The three other constituent communities of Wahlen (about 900 inhabitants), Scharbach (about 470) and Litzelbach (about 150) are first and foremost recreational resorts.

==Politics==

===Community council===

The municipal election held on 26 March 2006 yielded the following results:

| Parties and voter communities | % 2006 | Seats 2006 | % 2001 | Seats 2001 |
|---|---|---|---|---|
| CDU | 33.2 | 8 | 29.7 | 7 |
| SPD | 33.1 | 7 | 34.2 | 8 |
| Freie Parteilose Wählergruppe Grasellenbach | 25.2 | 6 | 28.6 | 6 |
| GREENS | 8.6 | 2 | 7.6 | 2 |
| Total | 100.0 | 23 | 100.0 | 23 |
| Voter turnout in % | 53.2 |  | 59.5 |  |

===Mayor===
Markus Röth has been mayor of Grasellenbach since 1997.
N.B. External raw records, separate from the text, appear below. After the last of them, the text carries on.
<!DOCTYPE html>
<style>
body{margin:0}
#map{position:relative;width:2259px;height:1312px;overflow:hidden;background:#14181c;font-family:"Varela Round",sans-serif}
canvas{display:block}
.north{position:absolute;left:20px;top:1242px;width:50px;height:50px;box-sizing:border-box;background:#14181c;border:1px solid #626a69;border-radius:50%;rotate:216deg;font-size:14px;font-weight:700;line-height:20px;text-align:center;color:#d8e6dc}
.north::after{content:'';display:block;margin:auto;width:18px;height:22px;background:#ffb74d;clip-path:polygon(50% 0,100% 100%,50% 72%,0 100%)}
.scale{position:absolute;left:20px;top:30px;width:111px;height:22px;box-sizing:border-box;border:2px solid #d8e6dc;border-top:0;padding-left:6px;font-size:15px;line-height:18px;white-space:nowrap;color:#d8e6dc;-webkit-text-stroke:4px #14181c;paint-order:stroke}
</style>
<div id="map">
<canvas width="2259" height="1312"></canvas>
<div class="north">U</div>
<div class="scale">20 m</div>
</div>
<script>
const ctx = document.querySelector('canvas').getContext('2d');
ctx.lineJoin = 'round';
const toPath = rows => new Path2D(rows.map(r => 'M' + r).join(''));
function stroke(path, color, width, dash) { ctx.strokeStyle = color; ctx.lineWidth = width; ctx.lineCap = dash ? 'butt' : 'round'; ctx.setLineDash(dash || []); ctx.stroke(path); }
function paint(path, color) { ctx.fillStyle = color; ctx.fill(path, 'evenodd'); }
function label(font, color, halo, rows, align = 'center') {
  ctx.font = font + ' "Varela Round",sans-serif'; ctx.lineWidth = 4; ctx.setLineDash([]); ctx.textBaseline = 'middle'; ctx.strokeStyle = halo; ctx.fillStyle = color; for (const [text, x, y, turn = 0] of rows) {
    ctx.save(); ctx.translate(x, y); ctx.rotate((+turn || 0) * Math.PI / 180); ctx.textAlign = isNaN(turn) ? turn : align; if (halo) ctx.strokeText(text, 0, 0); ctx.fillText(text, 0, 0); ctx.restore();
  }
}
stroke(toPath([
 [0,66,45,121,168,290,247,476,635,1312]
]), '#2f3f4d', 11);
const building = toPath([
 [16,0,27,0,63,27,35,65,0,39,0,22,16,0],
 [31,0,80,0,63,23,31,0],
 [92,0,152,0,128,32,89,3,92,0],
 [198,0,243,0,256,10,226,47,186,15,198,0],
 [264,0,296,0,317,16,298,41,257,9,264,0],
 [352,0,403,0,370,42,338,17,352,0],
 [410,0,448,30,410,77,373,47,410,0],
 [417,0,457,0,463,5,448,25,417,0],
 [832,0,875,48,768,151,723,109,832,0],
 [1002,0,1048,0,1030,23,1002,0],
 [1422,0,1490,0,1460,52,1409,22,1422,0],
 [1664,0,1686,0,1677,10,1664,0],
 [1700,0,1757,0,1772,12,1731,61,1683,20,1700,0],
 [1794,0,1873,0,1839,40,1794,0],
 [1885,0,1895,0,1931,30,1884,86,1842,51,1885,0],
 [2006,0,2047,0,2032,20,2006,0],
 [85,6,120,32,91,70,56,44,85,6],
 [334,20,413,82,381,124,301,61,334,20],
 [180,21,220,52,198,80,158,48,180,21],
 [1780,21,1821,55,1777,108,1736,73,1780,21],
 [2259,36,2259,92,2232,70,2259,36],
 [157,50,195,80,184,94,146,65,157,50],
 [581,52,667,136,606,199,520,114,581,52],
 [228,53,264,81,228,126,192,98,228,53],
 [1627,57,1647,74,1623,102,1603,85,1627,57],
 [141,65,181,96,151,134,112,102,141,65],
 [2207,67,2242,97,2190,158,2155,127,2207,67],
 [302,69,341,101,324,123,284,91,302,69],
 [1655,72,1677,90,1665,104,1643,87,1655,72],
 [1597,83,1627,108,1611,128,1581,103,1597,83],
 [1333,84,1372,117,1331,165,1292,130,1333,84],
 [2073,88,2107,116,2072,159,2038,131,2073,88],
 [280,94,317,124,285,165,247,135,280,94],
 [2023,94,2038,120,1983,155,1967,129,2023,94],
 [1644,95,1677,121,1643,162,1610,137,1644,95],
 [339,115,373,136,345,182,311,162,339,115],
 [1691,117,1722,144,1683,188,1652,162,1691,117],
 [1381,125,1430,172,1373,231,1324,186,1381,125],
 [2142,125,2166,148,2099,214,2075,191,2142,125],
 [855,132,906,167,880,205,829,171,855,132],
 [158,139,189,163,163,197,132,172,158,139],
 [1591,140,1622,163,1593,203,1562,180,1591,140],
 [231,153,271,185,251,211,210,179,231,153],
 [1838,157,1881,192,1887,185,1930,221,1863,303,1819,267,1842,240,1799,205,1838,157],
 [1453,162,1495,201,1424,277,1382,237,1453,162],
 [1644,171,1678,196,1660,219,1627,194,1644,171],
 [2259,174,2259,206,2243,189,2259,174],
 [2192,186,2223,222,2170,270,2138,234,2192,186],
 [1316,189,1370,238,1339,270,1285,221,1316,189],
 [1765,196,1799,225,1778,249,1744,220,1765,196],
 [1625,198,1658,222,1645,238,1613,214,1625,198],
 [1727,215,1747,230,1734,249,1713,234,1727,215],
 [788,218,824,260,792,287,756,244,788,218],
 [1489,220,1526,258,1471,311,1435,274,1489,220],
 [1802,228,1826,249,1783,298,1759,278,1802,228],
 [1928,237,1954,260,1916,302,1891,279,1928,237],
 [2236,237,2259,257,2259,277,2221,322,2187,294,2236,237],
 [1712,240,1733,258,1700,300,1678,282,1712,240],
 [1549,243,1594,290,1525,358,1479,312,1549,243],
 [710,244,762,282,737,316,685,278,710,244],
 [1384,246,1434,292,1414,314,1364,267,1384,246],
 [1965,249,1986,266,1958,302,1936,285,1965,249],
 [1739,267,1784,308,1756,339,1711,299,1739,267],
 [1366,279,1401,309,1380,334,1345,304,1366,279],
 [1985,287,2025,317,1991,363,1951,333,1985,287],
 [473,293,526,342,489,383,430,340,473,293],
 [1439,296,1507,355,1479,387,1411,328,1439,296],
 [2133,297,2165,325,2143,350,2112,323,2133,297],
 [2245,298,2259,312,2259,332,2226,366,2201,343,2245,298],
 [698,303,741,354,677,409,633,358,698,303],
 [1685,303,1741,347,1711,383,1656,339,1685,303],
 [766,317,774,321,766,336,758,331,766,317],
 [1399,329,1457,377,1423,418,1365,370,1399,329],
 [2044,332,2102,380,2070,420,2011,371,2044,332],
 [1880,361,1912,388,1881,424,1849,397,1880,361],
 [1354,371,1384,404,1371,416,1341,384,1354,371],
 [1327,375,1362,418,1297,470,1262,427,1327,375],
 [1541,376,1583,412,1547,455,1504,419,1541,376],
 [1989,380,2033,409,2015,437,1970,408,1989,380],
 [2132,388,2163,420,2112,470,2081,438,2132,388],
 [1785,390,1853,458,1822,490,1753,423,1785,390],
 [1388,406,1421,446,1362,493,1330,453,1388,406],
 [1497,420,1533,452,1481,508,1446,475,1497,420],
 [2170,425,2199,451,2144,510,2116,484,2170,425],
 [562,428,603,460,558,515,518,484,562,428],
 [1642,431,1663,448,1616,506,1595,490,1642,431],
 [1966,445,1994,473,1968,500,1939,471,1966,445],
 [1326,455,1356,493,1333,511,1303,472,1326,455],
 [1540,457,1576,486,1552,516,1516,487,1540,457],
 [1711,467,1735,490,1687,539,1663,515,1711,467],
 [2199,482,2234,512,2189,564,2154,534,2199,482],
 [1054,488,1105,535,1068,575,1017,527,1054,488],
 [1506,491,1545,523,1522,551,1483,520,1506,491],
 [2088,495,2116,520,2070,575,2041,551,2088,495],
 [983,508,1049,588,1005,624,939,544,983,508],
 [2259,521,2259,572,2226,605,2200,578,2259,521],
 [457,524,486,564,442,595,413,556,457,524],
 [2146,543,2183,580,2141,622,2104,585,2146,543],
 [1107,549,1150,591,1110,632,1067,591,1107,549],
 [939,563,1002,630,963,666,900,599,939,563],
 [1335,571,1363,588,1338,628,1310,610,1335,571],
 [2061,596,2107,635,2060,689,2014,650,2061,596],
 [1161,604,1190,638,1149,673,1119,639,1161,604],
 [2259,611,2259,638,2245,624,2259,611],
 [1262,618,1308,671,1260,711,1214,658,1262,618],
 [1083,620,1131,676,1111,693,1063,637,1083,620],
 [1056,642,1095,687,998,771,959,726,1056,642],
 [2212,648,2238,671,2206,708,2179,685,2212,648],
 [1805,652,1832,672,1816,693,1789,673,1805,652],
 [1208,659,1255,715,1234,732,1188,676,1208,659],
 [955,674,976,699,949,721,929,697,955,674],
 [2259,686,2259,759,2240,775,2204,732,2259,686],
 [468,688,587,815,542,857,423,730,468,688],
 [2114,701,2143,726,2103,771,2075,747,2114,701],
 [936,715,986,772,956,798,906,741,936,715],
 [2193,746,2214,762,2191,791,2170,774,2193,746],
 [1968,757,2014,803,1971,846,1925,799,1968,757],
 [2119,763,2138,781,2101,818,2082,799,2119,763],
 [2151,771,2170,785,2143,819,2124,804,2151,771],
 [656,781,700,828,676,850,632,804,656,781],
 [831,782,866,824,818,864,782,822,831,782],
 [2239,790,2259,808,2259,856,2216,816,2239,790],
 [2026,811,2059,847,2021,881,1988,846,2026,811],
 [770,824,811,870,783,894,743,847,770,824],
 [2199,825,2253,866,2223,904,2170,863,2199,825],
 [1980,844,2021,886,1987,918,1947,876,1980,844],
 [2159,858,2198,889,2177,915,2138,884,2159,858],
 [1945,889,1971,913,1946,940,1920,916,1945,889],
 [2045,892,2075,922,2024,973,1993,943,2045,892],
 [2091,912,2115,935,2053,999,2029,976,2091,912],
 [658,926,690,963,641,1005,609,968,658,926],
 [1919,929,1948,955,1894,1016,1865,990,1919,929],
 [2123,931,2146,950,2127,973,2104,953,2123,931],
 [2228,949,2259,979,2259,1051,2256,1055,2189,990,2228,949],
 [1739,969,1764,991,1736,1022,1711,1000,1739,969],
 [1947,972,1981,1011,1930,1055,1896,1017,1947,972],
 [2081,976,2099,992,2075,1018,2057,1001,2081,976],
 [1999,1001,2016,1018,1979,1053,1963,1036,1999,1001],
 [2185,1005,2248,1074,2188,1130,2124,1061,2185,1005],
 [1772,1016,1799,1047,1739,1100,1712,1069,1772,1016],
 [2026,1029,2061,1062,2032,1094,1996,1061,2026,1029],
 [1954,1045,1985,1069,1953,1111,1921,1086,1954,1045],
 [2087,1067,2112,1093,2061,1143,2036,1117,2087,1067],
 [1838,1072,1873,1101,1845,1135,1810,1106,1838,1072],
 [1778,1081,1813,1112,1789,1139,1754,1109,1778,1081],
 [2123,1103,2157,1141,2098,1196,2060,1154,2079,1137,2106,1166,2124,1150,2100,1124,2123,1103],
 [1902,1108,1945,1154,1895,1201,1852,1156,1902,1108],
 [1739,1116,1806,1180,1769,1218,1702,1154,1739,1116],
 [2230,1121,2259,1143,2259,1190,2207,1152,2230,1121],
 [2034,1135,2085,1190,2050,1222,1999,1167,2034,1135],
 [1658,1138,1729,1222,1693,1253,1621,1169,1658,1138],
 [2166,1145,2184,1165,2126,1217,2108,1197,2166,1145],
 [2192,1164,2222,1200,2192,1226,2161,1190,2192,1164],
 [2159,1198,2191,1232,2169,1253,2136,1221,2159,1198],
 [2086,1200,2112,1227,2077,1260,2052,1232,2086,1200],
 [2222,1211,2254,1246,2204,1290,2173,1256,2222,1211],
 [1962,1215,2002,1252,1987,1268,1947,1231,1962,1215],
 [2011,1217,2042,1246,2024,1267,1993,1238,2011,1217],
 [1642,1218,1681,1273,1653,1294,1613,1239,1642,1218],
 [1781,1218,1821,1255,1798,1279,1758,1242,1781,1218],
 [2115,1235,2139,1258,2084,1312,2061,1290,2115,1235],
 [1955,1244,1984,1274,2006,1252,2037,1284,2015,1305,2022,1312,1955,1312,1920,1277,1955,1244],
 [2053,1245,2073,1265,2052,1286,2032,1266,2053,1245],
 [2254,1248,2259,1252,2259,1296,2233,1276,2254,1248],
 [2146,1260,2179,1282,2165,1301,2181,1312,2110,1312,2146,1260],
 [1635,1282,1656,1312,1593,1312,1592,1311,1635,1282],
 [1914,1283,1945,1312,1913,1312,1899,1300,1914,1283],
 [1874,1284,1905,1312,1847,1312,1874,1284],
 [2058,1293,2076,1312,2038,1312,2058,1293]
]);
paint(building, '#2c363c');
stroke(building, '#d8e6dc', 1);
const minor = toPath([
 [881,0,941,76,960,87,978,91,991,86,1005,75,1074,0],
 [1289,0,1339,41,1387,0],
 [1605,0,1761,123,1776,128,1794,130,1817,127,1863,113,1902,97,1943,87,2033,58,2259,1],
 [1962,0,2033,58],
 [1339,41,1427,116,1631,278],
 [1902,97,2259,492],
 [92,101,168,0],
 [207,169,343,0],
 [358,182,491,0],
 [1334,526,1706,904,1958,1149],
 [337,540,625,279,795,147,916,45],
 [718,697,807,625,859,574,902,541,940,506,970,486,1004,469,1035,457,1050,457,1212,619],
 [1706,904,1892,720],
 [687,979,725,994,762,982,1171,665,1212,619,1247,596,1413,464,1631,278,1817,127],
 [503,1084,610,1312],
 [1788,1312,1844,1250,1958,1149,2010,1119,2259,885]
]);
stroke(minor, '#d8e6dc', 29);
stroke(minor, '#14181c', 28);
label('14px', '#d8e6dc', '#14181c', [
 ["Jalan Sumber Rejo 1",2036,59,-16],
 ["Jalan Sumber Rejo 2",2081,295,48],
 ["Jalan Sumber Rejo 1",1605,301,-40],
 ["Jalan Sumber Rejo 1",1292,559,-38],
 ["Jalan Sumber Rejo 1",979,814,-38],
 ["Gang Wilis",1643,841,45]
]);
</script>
==Economy and infrastructure==
The community's livelihood is earned mainly through tourism. To promote this, Grasellenbach has joined the so-called network of Nibelungenstädte – Nibelung Towns. Serving as the grounds for this is the presumption that the legendary figure Siegfried the Dragon Slayer, the main character in the Nibelungenlied, was murdered somewhere near the constituent community of Gras-Ellenbach by Hagen, at the Siegfriedbrunnen (“Siegfried’s Spring”).

===Transport===
Grasellenbach is linked with Autobahn A 5 by Bundesstraße 460.

Buslines run to the railway stations in Heppenheim and Weinheim, which, just like Grasellenbach, belong to the Rhine-Neckar Transport Network (Verkehrsverbund Rhein-Neckar).

Between 1901 and 1983, the constituent community of Wahlen was the terminus of the Überwaldbahn (railway).